The United States government has test results from an Islamic State (ISIS) attack in Hasakah, Syria, from two weeks ago that confirm the terror group used a mustard agent as a weapon, intelligence and military officials told CNN over the weekend.
The U.S. is continuing to investigate an attack this week in northern Iraq that also has indications of a similar chemical agent being used, the network reported.
Officials stress the amount of chemical agent is thought to be small and the concentration low. But it is yet another sign that ISIS is in possession of mustard agent and is using it in battle.
The U.S. is still investigating the amount and sophistication of how the agent was delivered.
One official told CNN the mustard agent used in Syria is more likely precursor chemicals, rather than a complex munition, a sign this did not come from a cache of Syrian President Bashar Al-Assad but was probably mixed by ISIS on its own, using agents or precursor chemicals it obtained.

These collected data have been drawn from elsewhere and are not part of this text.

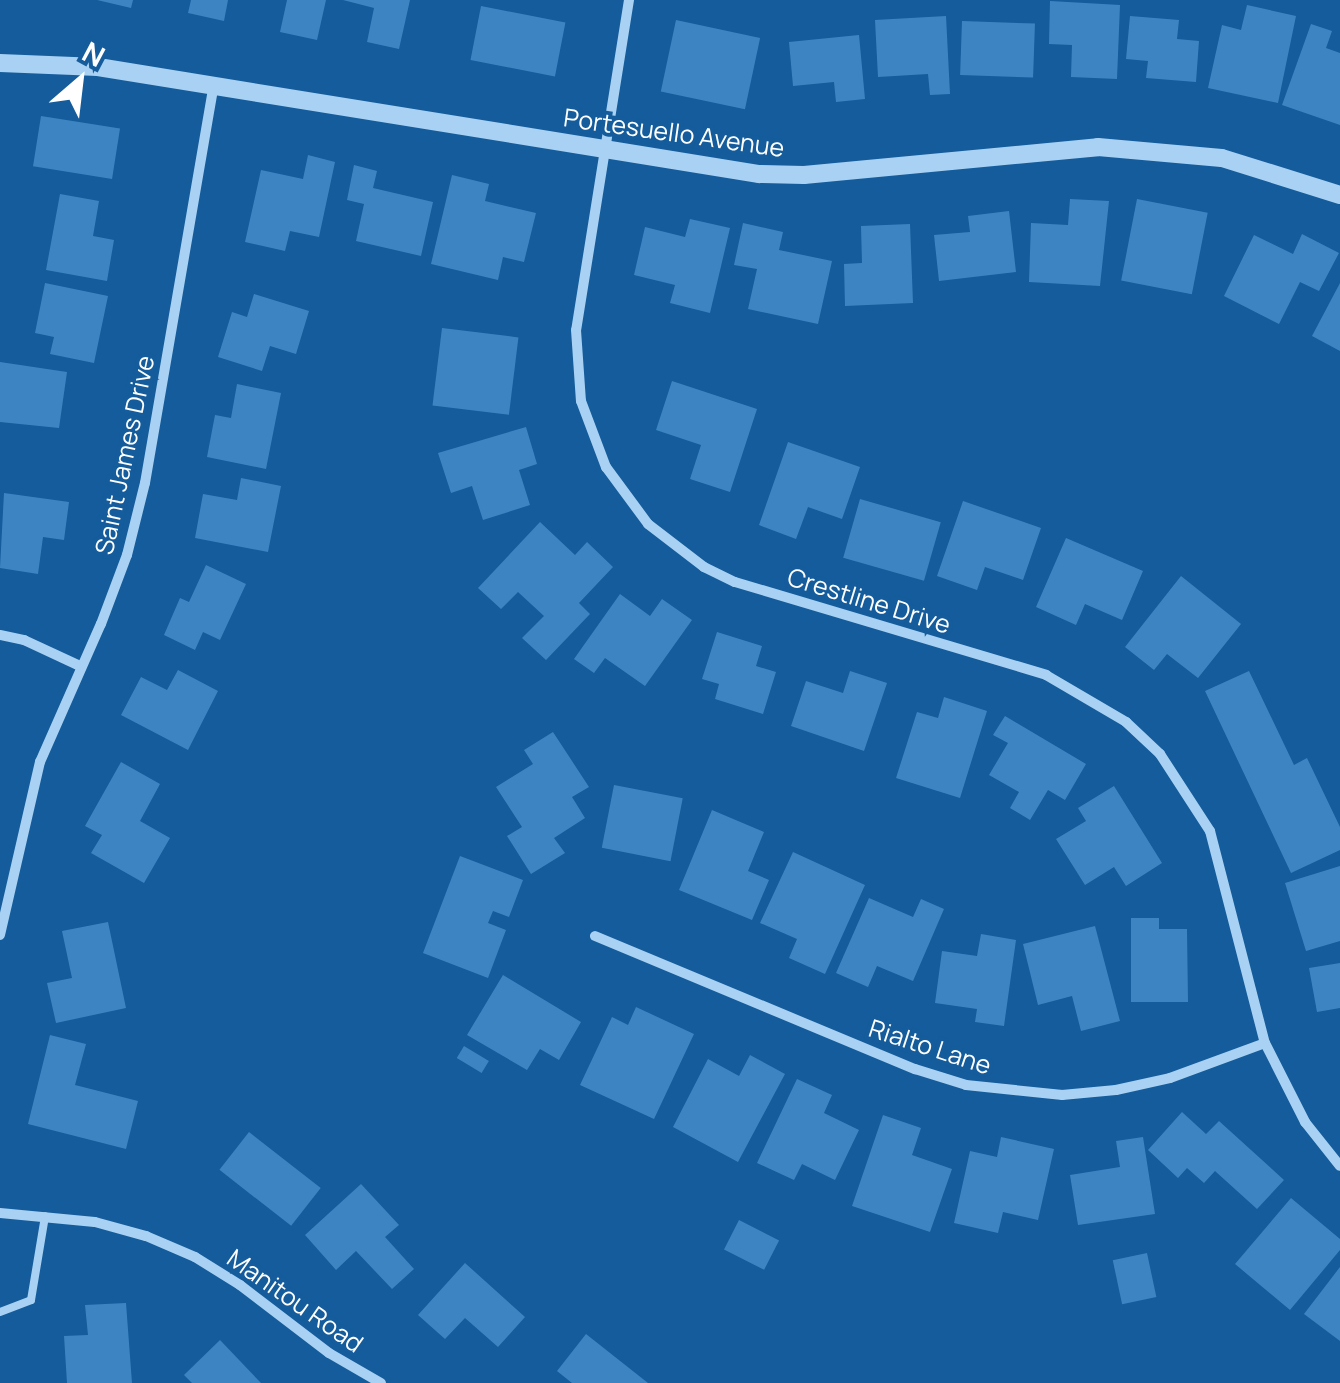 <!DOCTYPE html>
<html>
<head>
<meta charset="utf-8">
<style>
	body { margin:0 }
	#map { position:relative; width:1340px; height:1383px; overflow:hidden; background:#145c9b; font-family:Manrope,sans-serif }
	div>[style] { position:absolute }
	.building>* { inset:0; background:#3d85c2; transform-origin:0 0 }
	.service>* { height:8px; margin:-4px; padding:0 4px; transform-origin:4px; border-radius:4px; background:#a9d1f3 }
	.minor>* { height:10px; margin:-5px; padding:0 5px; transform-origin:5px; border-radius:5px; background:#a9d1f3 }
	.tertiary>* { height:18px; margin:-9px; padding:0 9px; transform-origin:9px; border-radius:9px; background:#a9d1f3 }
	span { translate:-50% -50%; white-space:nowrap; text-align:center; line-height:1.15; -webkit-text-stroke:8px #145c9b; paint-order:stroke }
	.street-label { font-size:25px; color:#fff }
	.north { position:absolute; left:30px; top:30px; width:100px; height:100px; -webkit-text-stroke:8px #145c9b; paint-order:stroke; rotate:28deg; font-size:28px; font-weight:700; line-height:40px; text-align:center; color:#fff }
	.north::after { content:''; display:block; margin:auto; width:35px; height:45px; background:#fff; clip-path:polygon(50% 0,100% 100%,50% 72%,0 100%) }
</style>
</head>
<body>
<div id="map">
	<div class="building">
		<div style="clip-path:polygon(97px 0,133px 0,131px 8px)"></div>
		<div style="clip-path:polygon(191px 0,228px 0,224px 21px,188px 13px)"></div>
		<div style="clip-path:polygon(287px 0,326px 0,317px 40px,280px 32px)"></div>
		<div style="clip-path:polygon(343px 0,410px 0,399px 49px,367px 42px,374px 8px)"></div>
		<div style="clip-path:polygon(1050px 1px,1120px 5px,1117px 79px,1071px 77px,1072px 45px,1049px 44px)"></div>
		<div style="clip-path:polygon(1247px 5px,1296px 16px,1278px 103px,1208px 88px,1222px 25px,1241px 30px)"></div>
		<div style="left:481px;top:6px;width:86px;height:55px;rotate:11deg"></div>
		<div style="clip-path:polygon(946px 16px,950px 94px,930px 95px,928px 74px,878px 77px,875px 20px)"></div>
		<div style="clip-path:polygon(1130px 16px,1179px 20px,1177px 39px,1199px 41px,1196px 82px,1146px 78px,1148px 61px,1126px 59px)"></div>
		<div style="left:676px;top:20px;width:86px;height:73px;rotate:12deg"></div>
		<div style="left:962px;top:21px;width:73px;height:54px;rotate:2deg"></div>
		<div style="clip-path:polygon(1311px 24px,1332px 31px,1326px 48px,1340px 53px,1340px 125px,1282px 105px)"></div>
		<div style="clip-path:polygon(859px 35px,865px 99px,836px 102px,834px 82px,793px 86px,789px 42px)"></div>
		<div style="left:41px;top:116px;width:80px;height:51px;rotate:9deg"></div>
		<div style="clip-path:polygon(308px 155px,335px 162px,319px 237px,290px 231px,285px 251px,245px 242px,261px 170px,303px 179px)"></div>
		<div style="clip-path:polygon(354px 165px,377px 171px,373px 188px,433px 202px,421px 256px,356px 241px,364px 204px,347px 200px)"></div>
		<div style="clip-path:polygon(452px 175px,489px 184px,485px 201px,536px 213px,524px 262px,503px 257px,498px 280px,431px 264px)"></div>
		<div style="clip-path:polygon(60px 194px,99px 201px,93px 236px,114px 240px,107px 281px,46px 270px)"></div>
		<div style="clip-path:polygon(1070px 199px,1109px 201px,1100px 286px,1029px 282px,1031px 223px,1068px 225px)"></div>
		<div style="left:1137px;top:199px;width:72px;height:83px;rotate:11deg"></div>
		<div style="clip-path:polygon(1009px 211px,1016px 272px,939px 281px,934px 235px,970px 232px,968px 216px)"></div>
		<div style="clip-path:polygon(690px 219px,730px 228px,710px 313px,670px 303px,675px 285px,634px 275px,645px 227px,685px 237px)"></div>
		<div style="clip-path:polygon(743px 223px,783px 232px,779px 250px,832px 261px,818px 324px,748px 309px,757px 269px,734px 265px)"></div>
		<div style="clip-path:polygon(910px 224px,913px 303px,845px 306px,844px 264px,862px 263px,861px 226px)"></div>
		<div style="clip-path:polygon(1302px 234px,1339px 253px,1319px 291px,1300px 282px,1279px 324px,1224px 296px,1254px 235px,1293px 254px)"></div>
		<div style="clip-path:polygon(45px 283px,108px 296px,94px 363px,50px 354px,54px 337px,35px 333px)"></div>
		<div style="clip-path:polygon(1340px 283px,1340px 351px,1312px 336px)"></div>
		<div style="clip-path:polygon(254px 294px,309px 311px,296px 354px,270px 346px,262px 371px,218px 357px,232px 312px,247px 317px)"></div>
		<div style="left:442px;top:328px;width:77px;height:78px;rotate:7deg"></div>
		<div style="clip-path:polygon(0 362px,67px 372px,59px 428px,0 422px)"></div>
		<div style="clip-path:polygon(672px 381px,757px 409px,730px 492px,690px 479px,701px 445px,656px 430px)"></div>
		<div style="clip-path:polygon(237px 384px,281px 393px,266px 469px,207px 457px,215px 415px,231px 418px)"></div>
		<div style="clip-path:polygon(526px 427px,537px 464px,519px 470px,530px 505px,483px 520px,472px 486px,451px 493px,438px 453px)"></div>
		<div style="clip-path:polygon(788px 442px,860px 467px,842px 519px,808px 507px,796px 539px,759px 525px)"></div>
		<div style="clip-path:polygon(241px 478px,281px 486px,268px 552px,195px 538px,203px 494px,237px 500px)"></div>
		<div style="clip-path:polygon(4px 493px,69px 502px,64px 540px,43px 537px,38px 574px,0 568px)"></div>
		<div style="left:860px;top:499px;width:84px;height:61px;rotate:16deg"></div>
		<div style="clip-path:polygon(963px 501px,1041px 528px,1023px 580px,985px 567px,977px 590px,937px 576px)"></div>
		<div style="clip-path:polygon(540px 522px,575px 555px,587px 542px,613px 567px,579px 603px,590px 614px,546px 660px,522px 638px,544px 616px,518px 592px,501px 609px,478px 588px)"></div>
		<div style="clip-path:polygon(1066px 538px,1143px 571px,1122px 620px,1085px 604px,1076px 625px,1036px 607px)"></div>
		<div style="clip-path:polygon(206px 565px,246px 584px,220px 640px,203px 632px,195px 650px,164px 635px,180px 598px,189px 602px)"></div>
		<div style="clip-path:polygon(1181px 576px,1241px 624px,1198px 678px,1167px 654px,1154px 670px,1125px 647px)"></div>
		<div style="clip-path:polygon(620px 594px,650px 616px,662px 599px,692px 620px,645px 686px,605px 658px,594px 673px,574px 659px)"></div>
		<div style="clip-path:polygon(717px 632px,762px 646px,756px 666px,776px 672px,763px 714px,715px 699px,719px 684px,702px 679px)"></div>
		<div style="clip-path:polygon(178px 670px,218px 691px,188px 750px,121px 715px,141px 677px,167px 690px)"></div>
		<div style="clip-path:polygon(850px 671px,887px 683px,864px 751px,791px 726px,806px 681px,843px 693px)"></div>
		<div style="clip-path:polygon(1249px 671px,1294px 765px,1307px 758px,1340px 827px,1340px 850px,1291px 873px,1205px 691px)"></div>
		<div style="clip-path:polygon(944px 697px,987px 711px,960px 798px,896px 778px,917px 712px,938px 718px)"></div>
		<div style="clip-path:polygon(1005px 716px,1086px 764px,1065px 800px,1048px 790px,1030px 820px,1010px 808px,1019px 792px,989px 775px,1008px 743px,993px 735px)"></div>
		<div style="clip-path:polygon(553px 732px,589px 787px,572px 797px,585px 818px,554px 838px,565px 853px,531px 874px,507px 836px,522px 827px,496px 787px,533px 764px,524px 750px)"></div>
		<div style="clip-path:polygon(121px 762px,160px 784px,140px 821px,170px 838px,144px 883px,91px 853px,102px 835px,85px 826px)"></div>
		<div style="left:614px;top:785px;width:70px;height:64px;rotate:11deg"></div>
		<div style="clip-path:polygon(1114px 786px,1162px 863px,1126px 886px,1114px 867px,1085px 885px,1056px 839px,1086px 821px,1078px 808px)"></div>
		<div style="clip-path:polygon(712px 810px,764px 832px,748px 871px,769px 880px,752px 920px,679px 890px)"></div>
		<div style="clip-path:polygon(793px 852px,865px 885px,825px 974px,789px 958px,797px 939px,760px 923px)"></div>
		<div style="clip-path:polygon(460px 856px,523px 880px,509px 917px,493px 911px,488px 923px,506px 930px,488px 978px,423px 953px)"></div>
		<div style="clip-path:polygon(1340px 866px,1340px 941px,1306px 951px,1285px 883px)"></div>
		<div style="clip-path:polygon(869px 898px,913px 917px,921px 899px,944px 909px,913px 981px,877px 966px,868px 987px,836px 973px)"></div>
		<div style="clip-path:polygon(1131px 918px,1159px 918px,1159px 929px,1187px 929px,1188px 1002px,1131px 1002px)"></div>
		<div style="clip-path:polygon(108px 922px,126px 1008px,56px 1023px,47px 983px,72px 978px,62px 931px)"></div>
		<div style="clip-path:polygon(1095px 926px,1120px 1021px,1081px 1031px,1072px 996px,1038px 1005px,1023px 944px)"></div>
		<div style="clip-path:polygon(981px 934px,1016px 940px,1004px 1026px,975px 1022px,977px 1009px,935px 1003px,942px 951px,977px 956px)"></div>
		<div style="clip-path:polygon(1340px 963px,1340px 1008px,1317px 1012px,1309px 968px)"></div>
		<div style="clip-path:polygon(503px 975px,581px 1022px,559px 1060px,540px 1049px,527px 1070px,467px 1035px)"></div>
		<div style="clip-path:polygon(636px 1007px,694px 1034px,654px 1119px,580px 1085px,612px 1017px,628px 1025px)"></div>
		<div style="clip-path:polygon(50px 1035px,86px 1044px,75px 1085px,138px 1101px,126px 1149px,28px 1124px)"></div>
		<div style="left:464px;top:1046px;width:29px;height:14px;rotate:31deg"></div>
		<div style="clip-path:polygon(750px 1055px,785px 1074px,738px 1162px,673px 1127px,708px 1059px,739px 1076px)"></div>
		<div style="clip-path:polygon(797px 1079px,832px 1095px,824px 1113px,859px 1130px,835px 1180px,802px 1164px,794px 1180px,757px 1163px)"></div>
		<div style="clip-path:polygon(1182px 1112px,1206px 1134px,1219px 1121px,1284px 1180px,1257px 1209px,1215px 1171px,1204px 1183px,1187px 1168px,1178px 1178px,1148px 1150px)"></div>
		<div style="clip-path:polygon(883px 1115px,921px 1128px,912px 1155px,952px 1169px,930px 1232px,852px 1206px)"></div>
		<div style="left:249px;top:1132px;width:91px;height:48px;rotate:38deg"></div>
		<div style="clip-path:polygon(1001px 1137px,1054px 1149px,1038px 1220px,1003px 1212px,998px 1233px,954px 1223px,970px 1151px,997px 1157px)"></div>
		<div style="clip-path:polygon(1143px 1137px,1155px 1214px,1078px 1225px,1070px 1175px,1120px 1167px,1116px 1141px)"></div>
		<div style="clip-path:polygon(361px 1184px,399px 1225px,385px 1237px,414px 1269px,392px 1289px,356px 1251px,336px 1270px,305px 1235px)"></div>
		<div style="clip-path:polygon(1291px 1198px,1340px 1239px,1340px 1250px,1290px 1310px,1235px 1264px)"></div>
		<div style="left:739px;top:1220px;width:45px;height:33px;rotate:27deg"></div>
		<div style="left:1147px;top:1253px;width:45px;height:35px;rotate:78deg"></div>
		<div style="clip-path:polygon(465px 1263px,525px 1317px,498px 1347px,465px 1318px,445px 1339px,418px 1315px)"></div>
		<div style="clip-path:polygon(1340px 1267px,1340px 1341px,1304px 1314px)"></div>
		<div style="clip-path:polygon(126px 1303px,132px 1383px,67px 1383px,64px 1336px,88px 1335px,85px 1305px)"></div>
		<div style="clip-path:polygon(586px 1334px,648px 1383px,572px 1383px,557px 1371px)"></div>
		<div style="clip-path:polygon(220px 1340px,261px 1383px,192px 1383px,184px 1375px)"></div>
	</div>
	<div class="service">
		<div style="left:0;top:1312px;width:33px;rotate:-21deg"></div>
		<div style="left:31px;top:1300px;width:85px;rotate:-80.5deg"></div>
	</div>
	<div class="minor">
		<div style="left:629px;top:0;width:334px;rotate:99.1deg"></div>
		<div style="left:576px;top:330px;width:71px;rotate:86deg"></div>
		<div style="left:581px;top:401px;width:71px;rotate:69.3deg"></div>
		<div style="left:606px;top:467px;width:71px;rotate:53.6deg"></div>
		<div style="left:648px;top:524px;width:71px;rotate:37.5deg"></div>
		<div style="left:704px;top:567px;width:34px;rotate:26deg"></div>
		<div style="left:735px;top:582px;width:325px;rotate:16.6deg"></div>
		<div style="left:1046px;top:675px;width:93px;rotate:30.4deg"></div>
		<div style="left:1126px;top:722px;width:47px;rotate:43.3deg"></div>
		<div style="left:1160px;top:754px;width:92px;rotate:57deg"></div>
		<div style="left:1210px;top:831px;width:219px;rotate:75.5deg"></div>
		<div style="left:1265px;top:1043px;width:89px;rotate:63.1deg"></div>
		<div style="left:1305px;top:1122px;width:56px;rotate:51.5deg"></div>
		<div style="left:0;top:635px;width:25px;rotate:12deg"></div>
		<div style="left:24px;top:640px;width:62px;rotate:24.9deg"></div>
		<div style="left:0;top:935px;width:178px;rotate:-77deg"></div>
		<div style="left:40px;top:762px;width:151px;rotate:-66.2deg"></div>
		<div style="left:101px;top:624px;width:74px;rotate:-69.4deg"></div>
		<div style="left:127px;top:555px;width:74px;rotate:-76deg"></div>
		<div style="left:145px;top:483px;width:404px;rotate:-80.2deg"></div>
		<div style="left:595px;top:936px;width:347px;rotate:22.6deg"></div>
		<div style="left:915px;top:1069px;width:53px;rotate:17.4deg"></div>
		<div style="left:966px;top:1085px;width:97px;rotate:5.9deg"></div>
		<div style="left:1062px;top:1095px;width:54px;rotate:-5.3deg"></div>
		<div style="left:1116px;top:1090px;width:55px;rotate:-12.5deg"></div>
		<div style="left:1170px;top:1078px;width:101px;rotate:-20.2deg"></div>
		<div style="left:0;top:1213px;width:95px;rotate:5.4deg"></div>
		<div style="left:95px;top:1222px;width:53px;rotate:15.4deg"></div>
		<div style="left:146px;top:1236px;width:53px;rotate:23.2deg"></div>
		<div style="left:195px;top:1257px;width:53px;rotate:31.9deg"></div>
		<div style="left:240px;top:1285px;width:112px;rotate:37.4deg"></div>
		<div style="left:329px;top:1353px;width:60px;rotate:30deg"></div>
	</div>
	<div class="tertiary">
		<div style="left:0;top:63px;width:98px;rotate:2.3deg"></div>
		<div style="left:98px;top:67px;width:670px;rotate:9.2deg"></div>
		<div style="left:759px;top:174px;width:45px;rotate:1.3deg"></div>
		<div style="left:804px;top:175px;width:295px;rotate:-5.4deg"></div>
		<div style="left:1098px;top:147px;width:124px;rotate:5.1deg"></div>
		<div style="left:1222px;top:158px;width:124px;rotate:17.4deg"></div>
	</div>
	<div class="street-label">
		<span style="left:674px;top:133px;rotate:8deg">Portesuello Avenue</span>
		<span style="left:125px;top:455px;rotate:-78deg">Saint James Drive</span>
		<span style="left:869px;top:601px;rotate:17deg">Crestline Drive</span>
		<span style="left:930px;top:1047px;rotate:18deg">Rialto Lane</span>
		<span style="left:295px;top:1301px;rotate:35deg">Manitou Road</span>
	</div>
	<div class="north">N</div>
</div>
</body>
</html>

Precursors are chemicals involved in production stages for toxic chemicals, according to the Organization for the Prohibition of Chemical Weapons (OPCW).
The officials would not disclose what type of sample was collected.
Samples are also coming in from an attack earlier this week near the town of Makhmour in northern Iraq, a U.S. official said.
ISIS jihadists carried out that attack using mortar shells carrying a chemical agent Kurdish fighters had not encountered before, the Peshmerga field commander for Makhmour, Brig. Gen. Sirwan Barzani, told CNN.
Barzani said the coalition official who originally took samples from his men of the chemical substance they were exposed to has called him back to say the samples have been tested and show mustard, but U.S. officials said the samples from Makhmour are still on the way and nothing has been concluded.
So far, only the incident in Hasakah is confirmed to be mustard agent, according to CNN.
U.S. Central Command spokesman Col. Pat Ryder said "we don't know what, if anything, may have been used" in northern Iraq.
Information regarding the use of mustard gas by ISIS is relatively new. U.S. intelligence agencies have said in the past they believed the group has used chlorine gas in attacks in Iraq, though chlorine is not a banned chemical agent.